I will get the children, Khin said to herself with every passing day; but then another day passed, at the end of which she plunged hollowly into sleep by the embers of the kitchen fire (she couldn’t bear to sleep in any of the family members’ beds). The children are safer beyond the river, she thought. Or, I might hear of Benny’s whereabouts and need to go to him. If the children are here, I will have to leave them again. Her instincts told her that, much as the children might be suffering with the Forest Governor and his wife, they were better off without her — because her circumstances were unreliable, and because something inside her had become equally unreliable, even as, with every hour, she reliably put together a semblance of another life.

And she was always searching for Benny — writing letters to Karens near and far, never failing to ask passing soldiers if they’d heard of his whereabouts or seen Saw Lay, who was supposed to be somewhere close to the delta leading a brigade. About two months after she’d set up the shop, one of her customers came rushing to tell her that a white Indian had been admitted to the Bilin hospital and that people were saying it was Saw Bension. She fled to the hospital, nearly more frightened of finding Benny than of continuing to live in the unknown. That unknown had allowed her to keep on soldiering through, hadn’t it? Yes, she realized, when she saw — instantly, and with enormous relief — that the balding, blood-drained, mortally wounded man who lay unconscious with a gaping mouth was not Benny. A sudden vision of her husband’s or children’s suffering would have been the end of the hope that allowed her to work on their behalf. She had the sense that, separated from one another, and unaware of one another’s fates, they were all in a kind of indeterminate state, a kind of limbo, where they were just managing to escape outright disaster.

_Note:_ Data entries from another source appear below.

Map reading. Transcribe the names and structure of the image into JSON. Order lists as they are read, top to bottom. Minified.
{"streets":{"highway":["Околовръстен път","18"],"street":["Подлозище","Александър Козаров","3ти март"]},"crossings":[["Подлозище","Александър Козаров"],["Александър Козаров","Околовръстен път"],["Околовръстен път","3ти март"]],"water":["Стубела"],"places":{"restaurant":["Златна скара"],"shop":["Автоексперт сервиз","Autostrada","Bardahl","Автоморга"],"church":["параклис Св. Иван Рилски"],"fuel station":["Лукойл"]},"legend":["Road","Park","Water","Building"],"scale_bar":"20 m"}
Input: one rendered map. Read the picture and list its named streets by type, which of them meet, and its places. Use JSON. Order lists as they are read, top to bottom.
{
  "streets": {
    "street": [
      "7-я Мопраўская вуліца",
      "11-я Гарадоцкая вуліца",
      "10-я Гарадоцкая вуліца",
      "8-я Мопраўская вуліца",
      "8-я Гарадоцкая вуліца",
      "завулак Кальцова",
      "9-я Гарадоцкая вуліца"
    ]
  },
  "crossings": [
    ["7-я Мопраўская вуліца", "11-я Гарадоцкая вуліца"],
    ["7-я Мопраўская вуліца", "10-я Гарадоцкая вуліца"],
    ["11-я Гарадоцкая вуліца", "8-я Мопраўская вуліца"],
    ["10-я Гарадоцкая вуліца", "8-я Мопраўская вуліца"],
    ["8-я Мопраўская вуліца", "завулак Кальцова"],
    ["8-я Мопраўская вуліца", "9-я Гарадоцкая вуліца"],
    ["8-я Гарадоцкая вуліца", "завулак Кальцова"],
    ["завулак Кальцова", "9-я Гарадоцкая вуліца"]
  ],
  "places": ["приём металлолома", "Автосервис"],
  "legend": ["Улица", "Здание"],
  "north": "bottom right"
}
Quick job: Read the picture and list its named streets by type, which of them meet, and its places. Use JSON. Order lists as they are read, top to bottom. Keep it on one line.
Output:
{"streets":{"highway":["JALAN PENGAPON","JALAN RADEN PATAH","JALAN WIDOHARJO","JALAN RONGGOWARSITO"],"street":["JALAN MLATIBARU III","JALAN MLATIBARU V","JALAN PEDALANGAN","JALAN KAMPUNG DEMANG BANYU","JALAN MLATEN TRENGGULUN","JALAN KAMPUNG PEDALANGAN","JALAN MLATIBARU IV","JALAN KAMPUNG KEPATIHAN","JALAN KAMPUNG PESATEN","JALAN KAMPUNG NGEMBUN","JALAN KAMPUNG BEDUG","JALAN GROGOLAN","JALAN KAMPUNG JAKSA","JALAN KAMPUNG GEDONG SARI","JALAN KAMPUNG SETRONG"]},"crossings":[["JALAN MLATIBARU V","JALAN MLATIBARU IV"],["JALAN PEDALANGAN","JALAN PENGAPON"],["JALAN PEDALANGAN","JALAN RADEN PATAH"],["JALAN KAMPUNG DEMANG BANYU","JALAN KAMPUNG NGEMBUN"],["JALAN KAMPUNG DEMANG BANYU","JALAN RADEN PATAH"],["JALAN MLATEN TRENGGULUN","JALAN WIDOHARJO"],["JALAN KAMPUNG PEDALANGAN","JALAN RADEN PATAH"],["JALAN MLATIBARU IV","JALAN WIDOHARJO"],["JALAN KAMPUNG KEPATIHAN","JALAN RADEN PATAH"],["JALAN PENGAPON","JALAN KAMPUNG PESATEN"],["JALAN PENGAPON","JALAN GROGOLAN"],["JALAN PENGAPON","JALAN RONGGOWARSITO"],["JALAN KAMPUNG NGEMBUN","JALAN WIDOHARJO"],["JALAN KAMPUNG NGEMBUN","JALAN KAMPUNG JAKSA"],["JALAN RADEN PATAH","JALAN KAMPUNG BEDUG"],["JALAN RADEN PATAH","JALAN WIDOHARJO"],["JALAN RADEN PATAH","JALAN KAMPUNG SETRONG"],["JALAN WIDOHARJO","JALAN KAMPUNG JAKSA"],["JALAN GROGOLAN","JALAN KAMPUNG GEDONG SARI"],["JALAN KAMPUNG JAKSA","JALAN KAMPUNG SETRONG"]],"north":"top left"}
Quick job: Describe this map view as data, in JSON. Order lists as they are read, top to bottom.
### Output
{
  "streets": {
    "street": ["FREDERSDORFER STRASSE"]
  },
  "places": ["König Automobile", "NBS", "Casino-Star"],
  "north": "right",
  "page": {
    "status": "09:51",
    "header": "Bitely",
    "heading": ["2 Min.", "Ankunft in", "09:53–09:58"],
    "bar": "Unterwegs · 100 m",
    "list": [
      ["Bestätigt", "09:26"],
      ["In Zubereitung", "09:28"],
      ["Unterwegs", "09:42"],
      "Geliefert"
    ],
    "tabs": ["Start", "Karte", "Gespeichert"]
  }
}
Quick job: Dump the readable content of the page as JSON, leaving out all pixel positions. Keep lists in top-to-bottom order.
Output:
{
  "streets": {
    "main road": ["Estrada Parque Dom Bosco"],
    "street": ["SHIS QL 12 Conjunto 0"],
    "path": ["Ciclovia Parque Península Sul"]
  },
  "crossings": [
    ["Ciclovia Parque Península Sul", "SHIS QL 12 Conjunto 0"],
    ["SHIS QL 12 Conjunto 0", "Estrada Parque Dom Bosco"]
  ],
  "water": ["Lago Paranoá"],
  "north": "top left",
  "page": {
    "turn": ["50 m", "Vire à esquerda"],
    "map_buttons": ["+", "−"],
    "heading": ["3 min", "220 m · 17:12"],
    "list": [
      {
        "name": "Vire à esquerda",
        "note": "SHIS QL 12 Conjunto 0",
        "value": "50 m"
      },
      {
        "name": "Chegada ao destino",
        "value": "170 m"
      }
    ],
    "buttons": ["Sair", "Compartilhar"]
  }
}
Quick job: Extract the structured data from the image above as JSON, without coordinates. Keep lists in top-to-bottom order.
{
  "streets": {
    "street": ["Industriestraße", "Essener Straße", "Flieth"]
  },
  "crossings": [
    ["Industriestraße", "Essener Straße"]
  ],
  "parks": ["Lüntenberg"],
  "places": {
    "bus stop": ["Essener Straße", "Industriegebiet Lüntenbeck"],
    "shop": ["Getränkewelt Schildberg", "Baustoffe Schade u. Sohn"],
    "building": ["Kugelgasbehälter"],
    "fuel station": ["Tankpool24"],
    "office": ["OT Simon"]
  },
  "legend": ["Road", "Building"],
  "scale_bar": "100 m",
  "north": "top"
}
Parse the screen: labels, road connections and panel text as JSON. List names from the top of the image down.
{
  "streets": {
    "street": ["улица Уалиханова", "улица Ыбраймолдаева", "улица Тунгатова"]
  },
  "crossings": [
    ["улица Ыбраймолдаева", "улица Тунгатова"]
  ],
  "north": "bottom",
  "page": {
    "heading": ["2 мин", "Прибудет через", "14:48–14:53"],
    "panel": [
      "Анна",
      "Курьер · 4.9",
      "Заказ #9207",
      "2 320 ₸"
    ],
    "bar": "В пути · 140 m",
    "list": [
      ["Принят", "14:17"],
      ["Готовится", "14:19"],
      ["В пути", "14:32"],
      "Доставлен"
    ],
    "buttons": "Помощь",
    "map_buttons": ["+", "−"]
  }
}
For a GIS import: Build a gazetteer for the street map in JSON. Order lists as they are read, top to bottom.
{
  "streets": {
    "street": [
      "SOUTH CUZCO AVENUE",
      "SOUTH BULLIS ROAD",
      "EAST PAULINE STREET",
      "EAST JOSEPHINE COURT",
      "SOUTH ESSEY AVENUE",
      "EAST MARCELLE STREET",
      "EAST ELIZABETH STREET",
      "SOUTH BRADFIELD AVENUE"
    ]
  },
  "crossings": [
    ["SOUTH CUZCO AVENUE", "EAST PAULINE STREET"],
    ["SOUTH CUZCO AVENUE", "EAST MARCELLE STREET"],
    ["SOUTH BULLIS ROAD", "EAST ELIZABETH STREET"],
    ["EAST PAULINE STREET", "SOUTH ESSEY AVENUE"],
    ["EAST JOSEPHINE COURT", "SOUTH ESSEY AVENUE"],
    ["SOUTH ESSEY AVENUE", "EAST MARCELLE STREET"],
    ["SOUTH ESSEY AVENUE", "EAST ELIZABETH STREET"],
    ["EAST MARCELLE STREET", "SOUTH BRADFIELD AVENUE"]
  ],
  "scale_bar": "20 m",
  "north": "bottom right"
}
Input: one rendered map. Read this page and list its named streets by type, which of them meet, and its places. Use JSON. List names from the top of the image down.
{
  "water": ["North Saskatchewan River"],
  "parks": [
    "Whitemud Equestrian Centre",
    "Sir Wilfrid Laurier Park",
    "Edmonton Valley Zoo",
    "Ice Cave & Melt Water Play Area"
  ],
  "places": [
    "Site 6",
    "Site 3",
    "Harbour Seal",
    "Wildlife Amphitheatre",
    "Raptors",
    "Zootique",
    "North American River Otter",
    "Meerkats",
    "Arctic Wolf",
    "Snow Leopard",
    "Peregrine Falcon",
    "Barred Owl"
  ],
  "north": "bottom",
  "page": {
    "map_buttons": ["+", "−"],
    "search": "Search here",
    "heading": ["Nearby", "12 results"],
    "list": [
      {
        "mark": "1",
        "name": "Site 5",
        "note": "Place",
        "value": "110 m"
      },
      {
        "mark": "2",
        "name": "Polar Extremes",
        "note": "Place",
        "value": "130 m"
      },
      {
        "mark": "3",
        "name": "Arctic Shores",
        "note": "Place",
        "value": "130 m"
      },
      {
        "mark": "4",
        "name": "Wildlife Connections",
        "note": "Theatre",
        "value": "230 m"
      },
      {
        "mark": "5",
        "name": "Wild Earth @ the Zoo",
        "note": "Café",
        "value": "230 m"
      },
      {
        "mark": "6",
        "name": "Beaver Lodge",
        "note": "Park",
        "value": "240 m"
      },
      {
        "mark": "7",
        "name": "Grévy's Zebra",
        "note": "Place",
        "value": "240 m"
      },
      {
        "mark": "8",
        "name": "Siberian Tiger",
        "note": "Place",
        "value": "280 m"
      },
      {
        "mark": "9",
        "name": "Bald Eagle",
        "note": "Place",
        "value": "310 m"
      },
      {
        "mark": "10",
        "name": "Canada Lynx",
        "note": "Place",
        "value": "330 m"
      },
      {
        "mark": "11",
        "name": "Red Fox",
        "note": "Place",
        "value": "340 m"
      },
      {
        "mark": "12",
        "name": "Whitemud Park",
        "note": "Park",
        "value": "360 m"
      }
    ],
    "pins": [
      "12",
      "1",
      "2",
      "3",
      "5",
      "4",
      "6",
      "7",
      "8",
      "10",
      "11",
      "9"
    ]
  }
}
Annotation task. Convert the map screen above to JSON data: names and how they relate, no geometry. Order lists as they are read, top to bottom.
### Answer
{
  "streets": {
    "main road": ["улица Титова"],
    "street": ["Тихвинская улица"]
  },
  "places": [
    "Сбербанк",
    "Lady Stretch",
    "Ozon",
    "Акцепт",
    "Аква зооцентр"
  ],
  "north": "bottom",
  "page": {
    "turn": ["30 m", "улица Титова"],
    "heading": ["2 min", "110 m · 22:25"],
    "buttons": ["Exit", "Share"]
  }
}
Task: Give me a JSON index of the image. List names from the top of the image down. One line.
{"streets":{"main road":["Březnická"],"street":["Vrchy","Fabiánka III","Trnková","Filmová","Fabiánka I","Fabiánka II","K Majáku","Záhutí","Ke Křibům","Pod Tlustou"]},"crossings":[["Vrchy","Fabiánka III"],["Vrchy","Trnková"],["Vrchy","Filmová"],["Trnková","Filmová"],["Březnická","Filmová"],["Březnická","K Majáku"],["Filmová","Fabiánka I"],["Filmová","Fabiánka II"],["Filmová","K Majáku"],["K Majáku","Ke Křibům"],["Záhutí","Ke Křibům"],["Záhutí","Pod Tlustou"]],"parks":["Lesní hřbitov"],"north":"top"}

And as though to widen the limits of that limbo, and to avoid her confrontation with fate itself, she added to her daily burden in Bilin by starting to spend half of nearly every night in the hospital, ministering to the wounds that reeked of rotten meat and that fouled her mind with fear for Benny and the children. A teaspoon of Dettol in a gallon of water: that was the antiseptic mixture she used to clean the wounds and sterilize her thoughts. But not every man whom she treated survived, and not every man was purified by his suffering; many seemed to have been poisoned by suffering itself, reduced to nothing more than a shattered limb, blinded eyes. And, absorbed in the small task of aiding them, she became tainted, too — almost fatalistically resigned to her separation from Benny and the children.

Then one night a stretcher with a dead child was brought in and another with the gravely injured mother, who wouldn’t allow Khin to nurse her and wouldn’t trouble anyone with her loss. She must have been around forty, the mother. One of her legs had been blown apart by a mortar, and when the question of amputation came up, she merely held up a hand and waved it across her face, as though to wave away the question and her life along with it. Khin crouched down beside her, while the woman took her in with a strange recognition, as if to acknowledge the torment Khin must be enduring having to go on in this world. Yet in her final, fitful hours the woman was racked by terror of further suffering, and the difficult death drove such fear into Khin that she determined to go for the children right away.

But as she was preparing for the journey the following night, tidying the shop after her hires had gone — her body seething, close to dropping along with the heat and the last light— he showed up. Lynton. Eleven weeks had passed since she had last stood in his presence, and he was more beautiful than she had wanted to remember him being, so unblemished, so relaxed, she had to wonder if he had simply been loitering and avoiding life all this time. He stood in the front doorway of the house, his hands in his pockets, his eyes radiant and refreshed in the lamplight, giving her the impression that war was serving him, rather than the other way around.